**BRIEF**
Although the listing contains pictures, reproduce only its text, exactly as written.

**DATA EXCERPT**
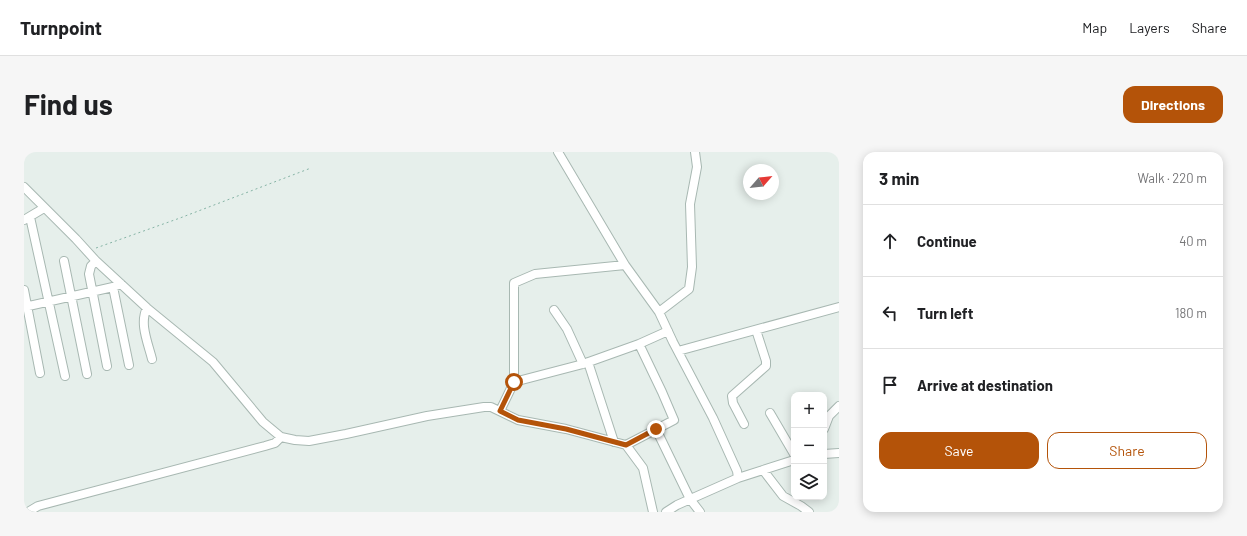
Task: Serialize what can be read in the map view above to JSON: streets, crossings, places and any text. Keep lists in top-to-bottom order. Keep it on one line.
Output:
{"north":"top right","page":{"header":"Turnpoint","nav":["Map","Layers","Share"],"buttons":["Directions",["Save","Share"]],"title":"Find us","heading":["3 min","Walk · 220 m"],"list":[["Continue","40 m"],["Turn left","180 m"],"Arrive at destination"],"map_buttons":["+","−"]}}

**RESPONSE BELOW**
Task: Serialize what can be read in the map view above to JSON: streets, crossings, places and any text. Keep lists in top-to-bottom order. Keep it on one line.
Output:
{"north":"top right","page":{"header":"Turnpoint","nav":["Map","Layers","Share"],"buttons":["Directions",["Save","Share"]],"title":"Find us","heading":["3 min","Walk · 220 m"],"list":[["Continue","40 m"],["Turn left","180 m"],"Arrive at destination"],"map_buttons":["+","−"]}}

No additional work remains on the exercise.